Rufus was introduced in an announcement post made by Amazon where it mentioned that the AI chatbot was "trained on Amazon's extensive product catalogue, customer reviews, community Q&As, and information from across the web." Amazon told TechCrunch that the company developed an internal large language model (LLM) which specialises in shopping experience to create Rufus.

According to a report, Amazon has a policy to allow its employees to bring dogs to the workplace, and Rufus was the name of one of the first dogs that roamed its office during the early days. Users can ask Rufus questions such as "What to consider when buying headphones?" and receive information in a conversational tone. There is an option to ask follow-up questions, ask for recommendations, compare two different headphones, or even ask for details about a certain product regarding whether it is durable or how good is the sound quality. The chatbot can take input in both text and audio format, however, it can only generate text for now.

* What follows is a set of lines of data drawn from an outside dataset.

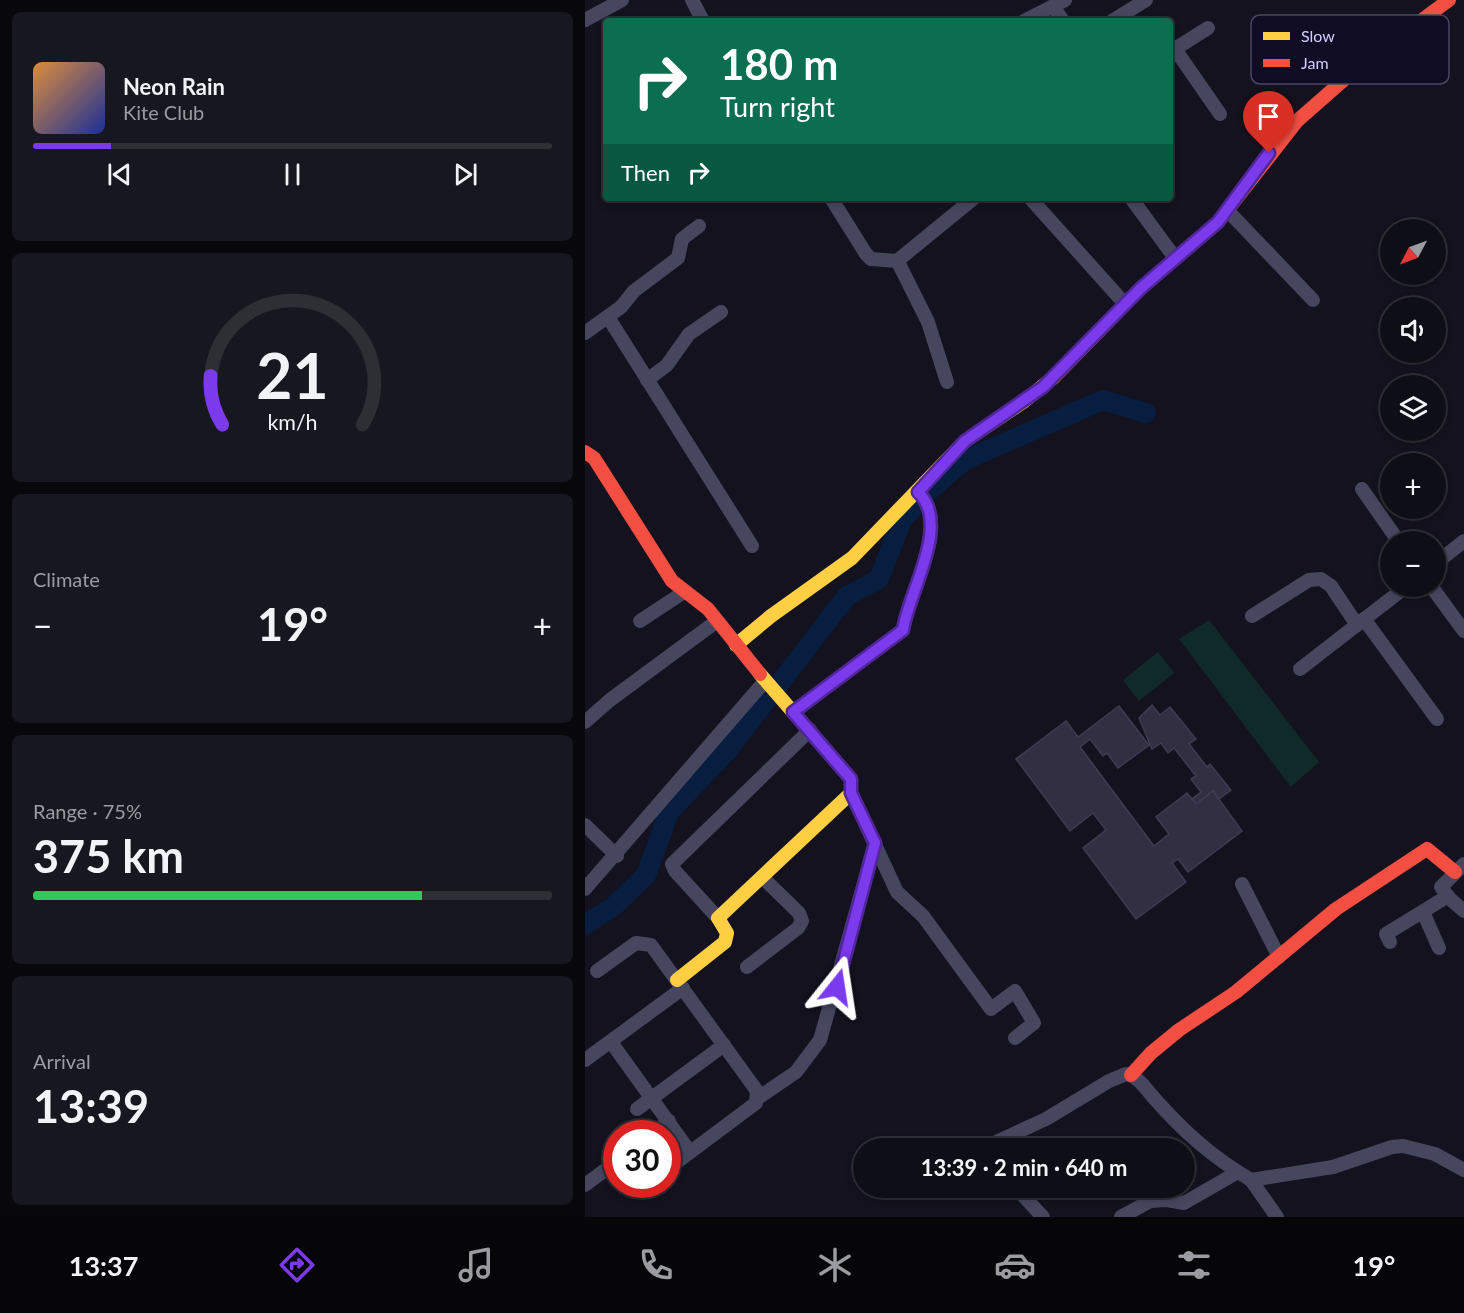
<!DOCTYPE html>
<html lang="en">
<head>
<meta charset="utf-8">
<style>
  body { margin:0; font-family:Lato,sans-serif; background:#17171f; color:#f1f3f6; height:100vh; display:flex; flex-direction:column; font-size:22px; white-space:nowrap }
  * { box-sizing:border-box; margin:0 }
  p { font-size:20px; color:#9b9ca1 }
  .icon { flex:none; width:33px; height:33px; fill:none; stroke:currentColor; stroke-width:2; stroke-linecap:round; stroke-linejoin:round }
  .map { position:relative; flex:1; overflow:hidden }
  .sheet { display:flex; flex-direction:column; gap:12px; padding:12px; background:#08080c; width:585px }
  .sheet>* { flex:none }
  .hud { position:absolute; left:18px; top:18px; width:570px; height:183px; border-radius:6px; box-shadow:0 3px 9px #0003,0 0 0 2px #2e2e35; background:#0b6e4f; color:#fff; overflow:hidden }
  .needle { width:39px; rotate:229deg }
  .buttons { position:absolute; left:795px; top:219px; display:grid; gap:12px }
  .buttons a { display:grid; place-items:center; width:66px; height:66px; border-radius:50%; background:#0e0e16; box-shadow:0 3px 9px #0003,0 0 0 2px #2e2e35; font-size:30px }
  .speed { position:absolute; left:18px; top:1120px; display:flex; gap:12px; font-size:30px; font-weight:700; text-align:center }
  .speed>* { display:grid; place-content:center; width:78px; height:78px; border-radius:50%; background:#0e0e16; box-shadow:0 3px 9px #0003,0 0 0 2px #2e2e35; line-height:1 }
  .speed .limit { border:9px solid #d22; background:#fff; color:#111 }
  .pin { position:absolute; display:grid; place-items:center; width:51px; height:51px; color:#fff; margin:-62px -26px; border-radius:50% 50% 50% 0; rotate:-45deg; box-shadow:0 0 6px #0007 }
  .pin .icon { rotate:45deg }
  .me { position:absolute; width:66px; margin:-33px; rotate:15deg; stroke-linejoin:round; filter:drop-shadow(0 0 4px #0008) }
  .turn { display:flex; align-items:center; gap:21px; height:126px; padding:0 18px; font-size:27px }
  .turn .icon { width:78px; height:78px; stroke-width:2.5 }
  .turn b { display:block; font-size:42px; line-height:51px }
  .then { display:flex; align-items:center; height:57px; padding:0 18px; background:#0003; gap:12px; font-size:22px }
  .big { font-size:45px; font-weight:700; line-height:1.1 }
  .sheet .card { flex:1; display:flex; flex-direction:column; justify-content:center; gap:9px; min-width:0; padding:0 21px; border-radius:9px; background:#17171f }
  .sheet .dial { align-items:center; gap:0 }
  .dial svg { height:156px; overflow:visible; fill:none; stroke:#2e2e35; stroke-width:7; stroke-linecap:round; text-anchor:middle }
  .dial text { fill:#f1f3f6; stroke:none }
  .song { display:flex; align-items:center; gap:18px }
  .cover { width:72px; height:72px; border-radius:9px; background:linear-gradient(135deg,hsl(30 70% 55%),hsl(230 70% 35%)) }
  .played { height:6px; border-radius:3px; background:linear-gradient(90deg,#7c3aed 15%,#2e2e35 15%) }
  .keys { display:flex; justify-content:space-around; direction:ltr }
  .heat { display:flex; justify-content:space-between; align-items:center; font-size:33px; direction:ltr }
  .charge { height:9px; border-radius:4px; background:linear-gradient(90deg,#34c759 75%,#2e2e35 0) }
  .trip { position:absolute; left:268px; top:1138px; width:342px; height:60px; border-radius:30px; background:#0e0e16; box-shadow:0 3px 9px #0003,0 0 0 2px #2e2e35; font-weight:700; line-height:60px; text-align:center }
  .tabs { display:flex; height:96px; justify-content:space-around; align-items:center; background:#060609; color:#9b9ca1 }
  .tabs .icon { width:42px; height:42px }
  .tabs .selected { color:#7c3aed }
  .tabs b { font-size:27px; color:#f1f3f6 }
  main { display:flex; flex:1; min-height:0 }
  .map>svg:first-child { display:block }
</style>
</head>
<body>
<main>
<section class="sheet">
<div class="card">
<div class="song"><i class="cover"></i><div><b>Neon Rain</b><p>Kite Club</p></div></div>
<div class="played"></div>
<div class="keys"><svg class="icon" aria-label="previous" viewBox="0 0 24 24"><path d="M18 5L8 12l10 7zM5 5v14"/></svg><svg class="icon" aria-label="pause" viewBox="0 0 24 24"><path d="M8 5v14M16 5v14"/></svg><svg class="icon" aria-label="next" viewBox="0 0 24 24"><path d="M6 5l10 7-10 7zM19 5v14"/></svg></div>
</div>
<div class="card dial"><svg viewBox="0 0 100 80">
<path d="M14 69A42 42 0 1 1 86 69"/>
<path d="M14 69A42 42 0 0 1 8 44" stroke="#7c3aed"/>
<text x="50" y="56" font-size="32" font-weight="700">21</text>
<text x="50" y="72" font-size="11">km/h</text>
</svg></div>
<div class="card"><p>Climate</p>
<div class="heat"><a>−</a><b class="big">19°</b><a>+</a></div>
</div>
<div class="card"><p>Range · 75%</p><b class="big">375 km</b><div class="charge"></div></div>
<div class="card"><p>Arrival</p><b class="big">13:39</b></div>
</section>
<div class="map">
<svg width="879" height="1217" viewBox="0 0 879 1217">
  <rect width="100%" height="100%" fill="#13121e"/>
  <g fill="#102a2a">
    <polygon points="624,620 734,762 706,787 594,639"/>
    <polygon points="573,652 589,673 554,701 538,680"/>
  </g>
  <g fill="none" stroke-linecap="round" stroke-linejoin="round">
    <polyline stroke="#071e40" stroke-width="20" points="0,925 29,906 61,875 84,812 143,750 262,596 294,579 317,520 345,490 380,460 518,400 561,413"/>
  </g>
  <g fill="#312f41" stroke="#3e3c53" stroke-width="1.5">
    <polygon points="567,705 575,715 585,707 611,739 604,744 622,767 625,764 646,790 634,799 628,791 611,804 607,799 616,792 606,779 611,776 589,748 583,753 576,743 567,749 554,718"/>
    <polygon points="534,706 564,745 533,768 522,753 518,756 505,739 495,747 569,846 584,834 571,817 602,793 611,804 628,791 657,831 603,872 593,859 587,863 601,882 551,919 498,848 521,830 508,813 485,831 431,759 481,721 493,737"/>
  </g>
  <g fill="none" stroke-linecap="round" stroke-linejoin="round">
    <g stroke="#46465f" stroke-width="14">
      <polyline points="107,0 118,21"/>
      <polyline points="468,6 478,21"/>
      <polyline points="0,20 37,0"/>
      <polyline points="439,21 480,0"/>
      <polyline points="527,21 561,0"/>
      <polyline points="590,49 635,114"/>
      <polyline points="585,52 623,28"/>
      <polyline points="246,198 281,254 286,259 312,261 315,266 343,322 362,382"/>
      <polyline points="445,198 540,304"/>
      <polyline points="546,198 590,258"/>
      <polyline points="643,211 728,300"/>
      <polyline points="312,261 389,198"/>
      <polyline points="23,317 167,546"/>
      <polyline points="0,333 36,307 49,291 93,258 97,239 114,226"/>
      <polyline points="62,380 82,365 104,334 136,312"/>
      <polyline points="777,489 814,542"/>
      <polyline points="850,564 879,541"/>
      <polyline points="846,586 879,631"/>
      <polyline points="667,616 724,580 736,579 746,586 772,625"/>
      <polyline points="779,619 852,719"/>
      <polyline points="55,621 99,592"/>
      <polyline points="715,669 822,586"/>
      <path d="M209 712 318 630C323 592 368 524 333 492"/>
      <polyline points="0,722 25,700 132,621"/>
      <polyline points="266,793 312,892 338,916 406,1009 430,991 449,1023 430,1038"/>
      <polyline points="0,825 32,856"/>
      <polyline points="879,864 856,887 864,898 879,911"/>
      <polyline points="657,884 694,957"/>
      <polyline points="0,889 180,681"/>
      <polyline points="838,912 854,948"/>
      <polyline points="133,918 90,871 87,864 225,730"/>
      <polyline points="805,942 801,934 863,896"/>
      <polyline points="162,967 213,928 217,921 214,913 177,877"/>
      <polyline points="12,971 51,943 66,945 172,1091 171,1103 84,1168"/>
      <polyline points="26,1042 105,1152"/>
      <polyline points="0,1060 98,988"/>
      <polyline points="173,1098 211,1072 235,1040 290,844"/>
      <polyline points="52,1109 139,1045"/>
      <polyline points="67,1134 84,1121"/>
      <path d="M411 1142 461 1119 524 1081 541 1074C554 1077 560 1088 569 1098 598 1131 627 1157 666 1180"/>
      <polyline points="0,1185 32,1161"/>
      <polyline points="431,1188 458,1217"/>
      <polyline points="536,1217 565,1201 582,1200 599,1203 653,1172"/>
      <polyline points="692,1217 666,1180 748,1167 807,1147 818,1146 850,1154 879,1170"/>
    </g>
    <g stroke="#ffcf43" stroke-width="14">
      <polyline points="151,645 186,616 267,558 380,441 438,402 469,377"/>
      <polyline points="92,980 140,942 142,933 133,918 266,793 266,779 175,674"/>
    </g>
    <g stroke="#f24e42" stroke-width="14">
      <polyline points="469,377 556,288 633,222 712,121 770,70 864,0"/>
      <polyline points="0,452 9,458 87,581 123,609 175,674"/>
      <polyline points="546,1075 566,1053 594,1030 651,992 751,909 842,849 870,872"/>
    </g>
  </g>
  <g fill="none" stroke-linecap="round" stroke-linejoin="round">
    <g stroke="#51269a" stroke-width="15">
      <path id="route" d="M252 987 290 843 266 793V779L208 712 318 630C323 593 367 524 333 492L380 441 458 387 556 288 633 222 684 153"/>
    </g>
    <use href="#route" stroke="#7c3aed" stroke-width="10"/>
  </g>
  <rect x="666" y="15" width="198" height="69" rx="9" fill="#0f0c24" stroke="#4a4666" stroke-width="1.5"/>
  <rect x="678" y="32" width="27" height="8" fill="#ffcf43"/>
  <rect x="678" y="59" width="27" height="8" fill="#f24e42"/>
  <g font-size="16" fill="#d3cfff">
    <text x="716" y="42">Slow</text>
    <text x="716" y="69">Jam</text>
  </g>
</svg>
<div class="buttons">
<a><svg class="needle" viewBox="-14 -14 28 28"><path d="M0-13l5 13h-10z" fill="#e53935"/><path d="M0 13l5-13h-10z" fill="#9b9ca1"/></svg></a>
<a><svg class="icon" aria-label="sound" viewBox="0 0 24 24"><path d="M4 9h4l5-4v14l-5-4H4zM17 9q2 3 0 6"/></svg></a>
<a><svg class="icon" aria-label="layers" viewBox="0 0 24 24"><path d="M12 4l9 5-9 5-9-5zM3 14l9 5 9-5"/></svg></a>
<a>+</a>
<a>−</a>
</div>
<div class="speed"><div class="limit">30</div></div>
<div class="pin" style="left:684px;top:153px;background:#d93025"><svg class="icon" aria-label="arrive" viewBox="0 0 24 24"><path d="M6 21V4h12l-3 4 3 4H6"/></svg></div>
<svg class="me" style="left:252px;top:987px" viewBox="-20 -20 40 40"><path d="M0-17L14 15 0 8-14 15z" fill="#7c3aed" stroke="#fff" stroke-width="4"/></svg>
<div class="trip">13:39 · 2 min · 640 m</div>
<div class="hud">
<div class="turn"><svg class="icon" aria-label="right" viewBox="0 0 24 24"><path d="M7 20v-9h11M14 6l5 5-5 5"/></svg><div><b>180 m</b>Turn right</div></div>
<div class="then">Then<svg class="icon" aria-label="right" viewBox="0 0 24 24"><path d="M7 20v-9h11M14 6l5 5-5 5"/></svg></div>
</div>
</div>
</main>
<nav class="tabs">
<b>13:37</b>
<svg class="icon selected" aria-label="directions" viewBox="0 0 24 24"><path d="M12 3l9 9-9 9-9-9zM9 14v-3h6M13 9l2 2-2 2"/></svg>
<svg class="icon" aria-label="music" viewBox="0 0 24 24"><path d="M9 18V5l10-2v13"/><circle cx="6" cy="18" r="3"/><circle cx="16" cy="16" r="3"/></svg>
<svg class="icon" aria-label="phone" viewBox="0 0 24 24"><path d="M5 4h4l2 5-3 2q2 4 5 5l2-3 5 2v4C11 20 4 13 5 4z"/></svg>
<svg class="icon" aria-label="climate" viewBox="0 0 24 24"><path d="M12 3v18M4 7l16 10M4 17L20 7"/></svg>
<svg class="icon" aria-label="car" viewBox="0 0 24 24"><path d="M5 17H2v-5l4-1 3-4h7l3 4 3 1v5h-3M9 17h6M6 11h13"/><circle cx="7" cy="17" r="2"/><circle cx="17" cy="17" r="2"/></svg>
<svg class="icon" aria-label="filters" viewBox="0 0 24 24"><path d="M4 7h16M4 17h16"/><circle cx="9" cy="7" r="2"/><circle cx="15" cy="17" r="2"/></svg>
<b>19°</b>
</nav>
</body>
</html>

While Amazon did not specify it, it appears that Rufus will only be available on the mobile app for now. Interestingly, there is no dedicated button to activate the Amazon AI chatbot. Instead, when users type queries in the search bar of the app, Rufus opens a dialogue box from the bottom of the screen to answer the query. To dismiss it, users can simply tap elsewhere on the Amazon app.

Despite its late entry on the generative AI space, Amazon said that it has been using AI for more than 25 years to improve customer experience. The company said it uses AI and similar technology in its personalised recommendation system, in picking paths in its fulfilment centres, drone deliveries, conversational capabilities of Alexa, and in its checkout-free Amazon Go stores.